BEGIN
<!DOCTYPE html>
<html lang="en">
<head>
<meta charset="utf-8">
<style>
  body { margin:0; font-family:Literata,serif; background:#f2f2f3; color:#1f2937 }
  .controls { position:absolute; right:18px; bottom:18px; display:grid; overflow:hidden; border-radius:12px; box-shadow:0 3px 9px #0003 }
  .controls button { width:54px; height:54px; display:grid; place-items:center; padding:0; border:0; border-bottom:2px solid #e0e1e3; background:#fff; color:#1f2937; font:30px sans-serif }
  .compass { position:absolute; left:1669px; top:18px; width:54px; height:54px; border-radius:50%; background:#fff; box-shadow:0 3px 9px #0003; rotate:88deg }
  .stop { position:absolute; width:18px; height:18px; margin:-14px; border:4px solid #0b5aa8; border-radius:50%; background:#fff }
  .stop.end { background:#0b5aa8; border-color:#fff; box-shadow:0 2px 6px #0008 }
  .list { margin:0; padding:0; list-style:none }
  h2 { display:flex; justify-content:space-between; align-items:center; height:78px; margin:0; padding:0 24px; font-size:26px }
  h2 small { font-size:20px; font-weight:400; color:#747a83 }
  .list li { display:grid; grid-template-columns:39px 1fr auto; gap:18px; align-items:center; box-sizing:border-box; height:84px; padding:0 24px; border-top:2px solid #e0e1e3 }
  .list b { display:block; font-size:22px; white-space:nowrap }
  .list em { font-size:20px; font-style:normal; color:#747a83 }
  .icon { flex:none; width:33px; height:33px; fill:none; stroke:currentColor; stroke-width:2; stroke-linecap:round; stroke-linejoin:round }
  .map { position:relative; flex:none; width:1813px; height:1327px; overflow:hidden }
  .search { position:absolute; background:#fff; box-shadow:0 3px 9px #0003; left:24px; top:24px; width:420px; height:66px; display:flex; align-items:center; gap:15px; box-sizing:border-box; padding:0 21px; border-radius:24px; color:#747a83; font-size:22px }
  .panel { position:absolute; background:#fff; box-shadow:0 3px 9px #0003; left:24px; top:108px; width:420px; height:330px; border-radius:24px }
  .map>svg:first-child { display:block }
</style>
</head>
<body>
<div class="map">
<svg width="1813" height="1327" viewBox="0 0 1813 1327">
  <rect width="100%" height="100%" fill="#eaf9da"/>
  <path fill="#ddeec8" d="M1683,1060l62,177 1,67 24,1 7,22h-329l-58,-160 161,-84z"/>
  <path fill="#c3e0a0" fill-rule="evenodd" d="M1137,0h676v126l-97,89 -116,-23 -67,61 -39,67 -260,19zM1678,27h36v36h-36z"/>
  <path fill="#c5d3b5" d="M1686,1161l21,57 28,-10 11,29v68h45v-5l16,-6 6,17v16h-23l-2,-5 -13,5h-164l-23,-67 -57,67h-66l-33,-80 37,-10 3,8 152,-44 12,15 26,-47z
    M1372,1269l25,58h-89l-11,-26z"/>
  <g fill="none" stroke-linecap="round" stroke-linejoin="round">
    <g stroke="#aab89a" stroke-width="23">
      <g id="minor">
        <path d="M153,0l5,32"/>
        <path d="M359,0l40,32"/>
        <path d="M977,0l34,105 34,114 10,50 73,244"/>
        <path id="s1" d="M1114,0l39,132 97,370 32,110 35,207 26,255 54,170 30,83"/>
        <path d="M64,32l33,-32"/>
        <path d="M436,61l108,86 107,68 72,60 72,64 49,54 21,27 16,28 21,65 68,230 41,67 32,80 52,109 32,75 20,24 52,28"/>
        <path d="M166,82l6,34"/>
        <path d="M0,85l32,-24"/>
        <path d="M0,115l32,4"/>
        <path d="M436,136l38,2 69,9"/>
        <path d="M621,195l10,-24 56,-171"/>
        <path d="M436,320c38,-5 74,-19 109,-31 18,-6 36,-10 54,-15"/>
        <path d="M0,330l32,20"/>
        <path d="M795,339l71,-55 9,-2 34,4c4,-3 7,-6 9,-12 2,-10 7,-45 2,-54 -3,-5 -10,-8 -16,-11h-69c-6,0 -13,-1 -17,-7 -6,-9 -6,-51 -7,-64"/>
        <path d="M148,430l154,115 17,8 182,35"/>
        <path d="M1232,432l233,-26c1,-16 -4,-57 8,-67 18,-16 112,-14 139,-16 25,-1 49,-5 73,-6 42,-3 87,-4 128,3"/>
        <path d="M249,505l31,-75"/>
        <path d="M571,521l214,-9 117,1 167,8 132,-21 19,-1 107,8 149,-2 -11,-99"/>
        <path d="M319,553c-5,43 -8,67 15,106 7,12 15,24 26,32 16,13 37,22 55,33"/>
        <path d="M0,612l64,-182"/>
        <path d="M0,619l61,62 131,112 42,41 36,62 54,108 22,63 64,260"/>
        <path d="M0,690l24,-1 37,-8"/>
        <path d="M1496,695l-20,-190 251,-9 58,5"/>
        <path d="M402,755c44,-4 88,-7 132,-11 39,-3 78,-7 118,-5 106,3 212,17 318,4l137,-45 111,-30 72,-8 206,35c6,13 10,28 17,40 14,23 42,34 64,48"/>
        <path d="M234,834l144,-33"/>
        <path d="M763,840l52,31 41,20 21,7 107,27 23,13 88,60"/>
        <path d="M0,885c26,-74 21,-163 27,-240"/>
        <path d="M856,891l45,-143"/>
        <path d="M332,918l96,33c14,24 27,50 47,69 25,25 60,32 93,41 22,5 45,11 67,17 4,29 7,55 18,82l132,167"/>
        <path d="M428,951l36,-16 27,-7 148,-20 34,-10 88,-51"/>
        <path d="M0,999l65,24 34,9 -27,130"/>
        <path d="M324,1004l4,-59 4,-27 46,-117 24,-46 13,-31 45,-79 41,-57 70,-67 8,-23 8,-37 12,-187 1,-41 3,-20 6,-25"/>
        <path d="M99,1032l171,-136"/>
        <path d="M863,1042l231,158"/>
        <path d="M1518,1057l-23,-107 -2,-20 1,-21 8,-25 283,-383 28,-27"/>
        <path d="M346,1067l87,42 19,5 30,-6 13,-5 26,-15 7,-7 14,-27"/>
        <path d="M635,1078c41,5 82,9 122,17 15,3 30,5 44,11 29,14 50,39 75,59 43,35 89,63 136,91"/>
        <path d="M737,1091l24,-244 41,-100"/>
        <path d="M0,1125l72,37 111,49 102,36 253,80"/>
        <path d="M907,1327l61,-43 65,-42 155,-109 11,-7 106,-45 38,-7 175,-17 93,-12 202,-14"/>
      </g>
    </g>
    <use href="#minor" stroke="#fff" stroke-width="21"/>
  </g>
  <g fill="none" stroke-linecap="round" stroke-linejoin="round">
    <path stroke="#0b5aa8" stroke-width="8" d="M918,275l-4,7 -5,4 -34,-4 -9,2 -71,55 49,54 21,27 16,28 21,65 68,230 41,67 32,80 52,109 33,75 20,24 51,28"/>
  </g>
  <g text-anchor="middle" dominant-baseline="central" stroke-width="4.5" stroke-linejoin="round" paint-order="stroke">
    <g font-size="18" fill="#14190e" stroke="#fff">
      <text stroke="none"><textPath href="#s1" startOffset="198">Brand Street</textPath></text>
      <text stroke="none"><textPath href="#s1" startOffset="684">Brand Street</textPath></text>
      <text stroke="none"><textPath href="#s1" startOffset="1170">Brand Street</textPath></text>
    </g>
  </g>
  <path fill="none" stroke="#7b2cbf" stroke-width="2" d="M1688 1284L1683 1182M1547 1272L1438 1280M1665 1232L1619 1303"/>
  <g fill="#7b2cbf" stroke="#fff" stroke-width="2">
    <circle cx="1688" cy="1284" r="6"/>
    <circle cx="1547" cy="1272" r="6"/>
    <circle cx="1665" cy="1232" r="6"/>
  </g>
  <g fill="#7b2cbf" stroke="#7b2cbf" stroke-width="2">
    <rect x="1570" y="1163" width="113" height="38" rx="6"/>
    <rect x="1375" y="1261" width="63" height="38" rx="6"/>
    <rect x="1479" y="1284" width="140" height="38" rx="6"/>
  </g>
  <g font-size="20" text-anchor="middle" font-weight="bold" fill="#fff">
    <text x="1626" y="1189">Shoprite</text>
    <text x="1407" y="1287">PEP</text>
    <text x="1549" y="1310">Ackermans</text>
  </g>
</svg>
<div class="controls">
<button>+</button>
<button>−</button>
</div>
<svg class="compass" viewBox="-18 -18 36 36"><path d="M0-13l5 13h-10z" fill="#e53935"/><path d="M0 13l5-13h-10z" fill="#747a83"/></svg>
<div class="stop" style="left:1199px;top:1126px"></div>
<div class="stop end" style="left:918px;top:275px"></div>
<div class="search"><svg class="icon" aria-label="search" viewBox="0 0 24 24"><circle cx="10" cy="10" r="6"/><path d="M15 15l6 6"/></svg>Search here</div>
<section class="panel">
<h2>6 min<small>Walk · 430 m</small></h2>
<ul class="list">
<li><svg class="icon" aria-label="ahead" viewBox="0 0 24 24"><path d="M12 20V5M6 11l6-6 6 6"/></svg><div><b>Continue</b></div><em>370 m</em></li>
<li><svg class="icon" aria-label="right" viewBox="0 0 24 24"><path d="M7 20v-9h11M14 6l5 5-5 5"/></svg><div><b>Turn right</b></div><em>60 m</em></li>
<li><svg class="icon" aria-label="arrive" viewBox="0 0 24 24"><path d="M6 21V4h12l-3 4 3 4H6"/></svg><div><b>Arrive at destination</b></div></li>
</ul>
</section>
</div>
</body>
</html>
END
Within the data above, find the lines that contain the word "compass" and copy each of them.

  .compass { position:absolute; left:1669px; top:18px; width:54px; height:54px; border-radius:50%; background:#fff; box-shadow:0 3px 9px #0003; rotate:88deg }
<svg class="compass" viewBox="-18 -18 36 36"><path d="M0-13l5 13h-10z" fill="#e53935"/><path d="M0 13l5-13h-10z" fill="#747a83"/></svg>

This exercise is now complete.